■ Exercise ■
Select all lines in the records that include "lane".

■ Exercise input ■
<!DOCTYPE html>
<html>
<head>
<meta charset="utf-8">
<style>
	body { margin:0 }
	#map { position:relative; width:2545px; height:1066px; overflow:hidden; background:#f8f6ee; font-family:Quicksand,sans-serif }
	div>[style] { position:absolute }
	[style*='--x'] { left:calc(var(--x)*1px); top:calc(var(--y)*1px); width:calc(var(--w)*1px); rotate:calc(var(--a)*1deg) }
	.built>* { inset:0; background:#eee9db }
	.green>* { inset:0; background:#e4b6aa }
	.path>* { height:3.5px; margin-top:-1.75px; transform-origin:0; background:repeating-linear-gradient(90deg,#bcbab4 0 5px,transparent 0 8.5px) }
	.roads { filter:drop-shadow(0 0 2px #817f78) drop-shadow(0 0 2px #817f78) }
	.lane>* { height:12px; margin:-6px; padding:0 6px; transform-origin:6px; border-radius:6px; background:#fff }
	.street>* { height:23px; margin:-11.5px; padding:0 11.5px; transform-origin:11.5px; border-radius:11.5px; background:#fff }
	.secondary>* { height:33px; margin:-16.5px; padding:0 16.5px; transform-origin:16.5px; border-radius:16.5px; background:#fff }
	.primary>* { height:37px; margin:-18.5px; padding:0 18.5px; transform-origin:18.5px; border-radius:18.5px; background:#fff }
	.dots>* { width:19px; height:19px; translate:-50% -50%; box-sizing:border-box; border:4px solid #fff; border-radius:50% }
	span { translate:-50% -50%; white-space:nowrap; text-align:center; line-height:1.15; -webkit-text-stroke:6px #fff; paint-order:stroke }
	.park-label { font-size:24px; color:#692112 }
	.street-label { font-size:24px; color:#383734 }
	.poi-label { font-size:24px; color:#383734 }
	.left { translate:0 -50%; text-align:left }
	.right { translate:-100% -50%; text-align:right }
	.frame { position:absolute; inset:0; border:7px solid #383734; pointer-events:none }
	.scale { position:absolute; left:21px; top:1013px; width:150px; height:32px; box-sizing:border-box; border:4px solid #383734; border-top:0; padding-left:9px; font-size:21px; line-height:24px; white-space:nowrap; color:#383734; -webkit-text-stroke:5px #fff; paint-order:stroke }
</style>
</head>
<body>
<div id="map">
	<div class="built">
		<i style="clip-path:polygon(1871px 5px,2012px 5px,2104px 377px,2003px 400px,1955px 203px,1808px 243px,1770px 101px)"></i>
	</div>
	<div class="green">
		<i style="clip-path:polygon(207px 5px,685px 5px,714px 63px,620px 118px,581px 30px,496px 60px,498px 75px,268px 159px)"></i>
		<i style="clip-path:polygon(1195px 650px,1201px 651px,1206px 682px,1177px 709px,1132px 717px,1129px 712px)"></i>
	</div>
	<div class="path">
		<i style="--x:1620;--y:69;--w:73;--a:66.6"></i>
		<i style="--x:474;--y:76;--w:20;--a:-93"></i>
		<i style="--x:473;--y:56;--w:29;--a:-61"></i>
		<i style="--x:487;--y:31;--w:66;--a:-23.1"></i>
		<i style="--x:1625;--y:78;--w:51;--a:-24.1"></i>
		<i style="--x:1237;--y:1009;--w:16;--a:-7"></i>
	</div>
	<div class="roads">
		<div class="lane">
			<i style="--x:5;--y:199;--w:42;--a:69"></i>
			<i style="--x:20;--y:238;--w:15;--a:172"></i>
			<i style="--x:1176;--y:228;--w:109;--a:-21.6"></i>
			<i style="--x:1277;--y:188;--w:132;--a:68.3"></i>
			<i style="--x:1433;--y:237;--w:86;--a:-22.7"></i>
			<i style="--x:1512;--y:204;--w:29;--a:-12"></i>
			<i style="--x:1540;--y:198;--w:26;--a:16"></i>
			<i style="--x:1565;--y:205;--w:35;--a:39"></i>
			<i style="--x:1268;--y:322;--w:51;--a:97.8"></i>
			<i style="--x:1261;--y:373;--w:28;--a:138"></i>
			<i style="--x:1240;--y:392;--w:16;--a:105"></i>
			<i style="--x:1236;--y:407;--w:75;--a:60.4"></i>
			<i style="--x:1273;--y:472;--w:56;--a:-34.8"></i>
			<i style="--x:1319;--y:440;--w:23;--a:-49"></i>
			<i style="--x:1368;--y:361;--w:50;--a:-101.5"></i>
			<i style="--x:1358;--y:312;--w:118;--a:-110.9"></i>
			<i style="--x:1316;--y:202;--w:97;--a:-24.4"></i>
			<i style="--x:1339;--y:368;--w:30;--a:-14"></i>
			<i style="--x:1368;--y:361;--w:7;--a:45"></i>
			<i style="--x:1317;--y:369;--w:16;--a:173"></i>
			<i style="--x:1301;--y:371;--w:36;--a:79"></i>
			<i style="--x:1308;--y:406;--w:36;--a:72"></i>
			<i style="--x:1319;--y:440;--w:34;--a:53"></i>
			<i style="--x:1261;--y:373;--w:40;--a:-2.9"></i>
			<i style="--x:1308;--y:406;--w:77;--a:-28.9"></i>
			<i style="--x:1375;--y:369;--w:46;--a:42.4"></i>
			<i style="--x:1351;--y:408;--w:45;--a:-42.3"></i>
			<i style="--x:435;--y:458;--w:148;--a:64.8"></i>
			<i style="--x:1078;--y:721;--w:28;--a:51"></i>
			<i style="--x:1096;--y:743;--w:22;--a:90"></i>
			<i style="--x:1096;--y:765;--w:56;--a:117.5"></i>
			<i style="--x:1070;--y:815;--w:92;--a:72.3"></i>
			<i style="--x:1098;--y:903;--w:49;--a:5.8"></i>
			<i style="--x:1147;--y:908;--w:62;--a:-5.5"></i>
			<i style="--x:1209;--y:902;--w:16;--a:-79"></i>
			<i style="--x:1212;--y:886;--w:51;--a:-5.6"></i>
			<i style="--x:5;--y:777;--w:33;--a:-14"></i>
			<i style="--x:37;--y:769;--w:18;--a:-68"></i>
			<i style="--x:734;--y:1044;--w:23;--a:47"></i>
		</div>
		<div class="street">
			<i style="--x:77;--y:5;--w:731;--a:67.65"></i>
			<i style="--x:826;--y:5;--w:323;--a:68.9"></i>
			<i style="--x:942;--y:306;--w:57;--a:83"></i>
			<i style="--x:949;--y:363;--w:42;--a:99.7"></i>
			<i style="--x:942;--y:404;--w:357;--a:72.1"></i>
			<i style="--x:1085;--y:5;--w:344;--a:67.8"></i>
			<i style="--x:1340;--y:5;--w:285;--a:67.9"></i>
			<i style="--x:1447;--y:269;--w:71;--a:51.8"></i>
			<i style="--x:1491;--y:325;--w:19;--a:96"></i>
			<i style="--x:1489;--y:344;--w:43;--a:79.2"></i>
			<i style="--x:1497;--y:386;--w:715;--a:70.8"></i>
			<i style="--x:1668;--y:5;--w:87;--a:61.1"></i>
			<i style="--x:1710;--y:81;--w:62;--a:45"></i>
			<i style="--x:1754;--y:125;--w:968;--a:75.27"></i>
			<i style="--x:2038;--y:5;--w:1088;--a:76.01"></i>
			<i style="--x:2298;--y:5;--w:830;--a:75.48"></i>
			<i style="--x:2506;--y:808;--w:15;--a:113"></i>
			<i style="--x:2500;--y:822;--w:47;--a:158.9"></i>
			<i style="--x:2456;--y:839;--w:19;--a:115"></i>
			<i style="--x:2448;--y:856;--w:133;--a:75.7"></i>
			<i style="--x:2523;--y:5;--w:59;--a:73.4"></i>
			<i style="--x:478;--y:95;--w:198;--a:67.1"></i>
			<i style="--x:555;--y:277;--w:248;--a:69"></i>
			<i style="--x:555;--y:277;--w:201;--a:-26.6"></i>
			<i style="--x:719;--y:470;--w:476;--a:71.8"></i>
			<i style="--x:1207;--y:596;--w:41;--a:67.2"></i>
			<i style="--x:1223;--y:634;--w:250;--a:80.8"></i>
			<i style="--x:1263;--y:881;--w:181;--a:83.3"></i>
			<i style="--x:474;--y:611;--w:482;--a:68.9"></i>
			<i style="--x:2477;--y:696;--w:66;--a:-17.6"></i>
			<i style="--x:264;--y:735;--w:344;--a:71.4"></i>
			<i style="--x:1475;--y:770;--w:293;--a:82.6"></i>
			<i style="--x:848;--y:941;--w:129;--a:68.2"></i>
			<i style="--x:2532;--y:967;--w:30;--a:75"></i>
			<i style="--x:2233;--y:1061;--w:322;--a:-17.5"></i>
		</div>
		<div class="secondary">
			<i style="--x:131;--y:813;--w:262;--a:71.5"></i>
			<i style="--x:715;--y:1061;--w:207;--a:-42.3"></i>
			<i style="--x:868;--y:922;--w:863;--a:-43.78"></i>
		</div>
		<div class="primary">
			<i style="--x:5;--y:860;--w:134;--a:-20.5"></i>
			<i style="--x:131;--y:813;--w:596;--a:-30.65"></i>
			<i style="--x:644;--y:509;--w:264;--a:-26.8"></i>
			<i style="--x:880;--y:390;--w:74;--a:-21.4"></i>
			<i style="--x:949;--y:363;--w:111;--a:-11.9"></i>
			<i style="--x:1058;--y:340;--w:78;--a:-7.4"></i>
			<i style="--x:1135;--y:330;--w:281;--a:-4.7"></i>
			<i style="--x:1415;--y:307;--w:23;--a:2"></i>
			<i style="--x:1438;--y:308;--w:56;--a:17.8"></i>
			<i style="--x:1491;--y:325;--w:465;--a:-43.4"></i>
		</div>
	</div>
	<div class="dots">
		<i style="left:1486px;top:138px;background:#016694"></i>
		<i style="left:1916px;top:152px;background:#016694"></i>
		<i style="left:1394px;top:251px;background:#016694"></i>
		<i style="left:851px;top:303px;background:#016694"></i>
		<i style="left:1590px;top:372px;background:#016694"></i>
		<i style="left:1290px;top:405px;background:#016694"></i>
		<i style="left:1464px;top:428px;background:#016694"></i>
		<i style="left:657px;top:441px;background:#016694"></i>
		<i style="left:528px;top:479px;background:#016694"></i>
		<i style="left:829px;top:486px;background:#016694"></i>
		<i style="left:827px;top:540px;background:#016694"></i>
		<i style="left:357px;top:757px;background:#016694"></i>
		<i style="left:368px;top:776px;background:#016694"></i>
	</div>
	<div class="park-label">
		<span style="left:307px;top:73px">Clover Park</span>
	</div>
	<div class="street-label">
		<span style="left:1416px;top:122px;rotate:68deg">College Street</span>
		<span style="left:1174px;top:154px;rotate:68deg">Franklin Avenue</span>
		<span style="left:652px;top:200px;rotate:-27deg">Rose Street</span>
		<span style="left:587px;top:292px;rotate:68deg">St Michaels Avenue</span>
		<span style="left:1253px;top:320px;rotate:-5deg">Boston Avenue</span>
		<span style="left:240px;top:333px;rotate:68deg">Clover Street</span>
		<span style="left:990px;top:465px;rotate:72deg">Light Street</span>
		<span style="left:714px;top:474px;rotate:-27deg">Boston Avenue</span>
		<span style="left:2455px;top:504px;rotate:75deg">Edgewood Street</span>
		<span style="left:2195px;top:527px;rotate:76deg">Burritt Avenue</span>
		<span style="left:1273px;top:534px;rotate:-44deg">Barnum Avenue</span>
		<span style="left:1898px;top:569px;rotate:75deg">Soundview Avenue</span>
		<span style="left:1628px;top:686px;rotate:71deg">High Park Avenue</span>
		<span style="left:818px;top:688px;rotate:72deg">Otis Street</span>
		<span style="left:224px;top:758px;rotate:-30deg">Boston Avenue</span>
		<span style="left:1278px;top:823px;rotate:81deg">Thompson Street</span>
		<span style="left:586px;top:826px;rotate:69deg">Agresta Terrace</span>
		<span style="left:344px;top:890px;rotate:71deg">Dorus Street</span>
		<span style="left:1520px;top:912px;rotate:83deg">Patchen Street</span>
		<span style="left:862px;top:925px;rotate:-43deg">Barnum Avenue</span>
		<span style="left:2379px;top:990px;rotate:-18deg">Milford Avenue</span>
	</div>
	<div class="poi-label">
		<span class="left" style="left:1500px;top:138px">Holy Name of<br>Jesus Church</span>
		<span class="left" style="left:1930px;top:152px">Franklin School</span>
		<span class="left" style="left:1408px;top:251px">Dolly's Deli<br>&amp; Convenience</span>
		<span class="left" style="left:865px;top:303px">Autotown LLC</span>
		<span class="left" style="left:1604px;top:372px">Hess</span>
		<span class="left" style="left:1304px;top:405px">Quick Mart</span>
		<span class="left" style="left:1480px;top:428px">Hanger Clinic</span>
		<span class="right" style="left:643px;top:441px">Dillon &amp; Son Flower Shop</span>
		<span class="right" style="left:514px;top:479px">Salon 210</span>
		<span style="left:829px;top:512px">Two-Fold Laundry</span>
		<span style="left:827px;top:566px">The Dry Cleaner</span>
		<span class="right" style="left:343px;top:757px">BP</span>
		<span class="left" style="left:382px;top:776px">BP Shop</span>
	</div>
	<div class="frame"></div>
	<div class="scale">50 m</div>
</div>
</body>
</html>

■ Response for this exercise ■
	.lane>* { height:12px; margin:-6px; padding:0 6px; transform-origin:6px; border-radius:6px; background:#fff }
		<div class="lane">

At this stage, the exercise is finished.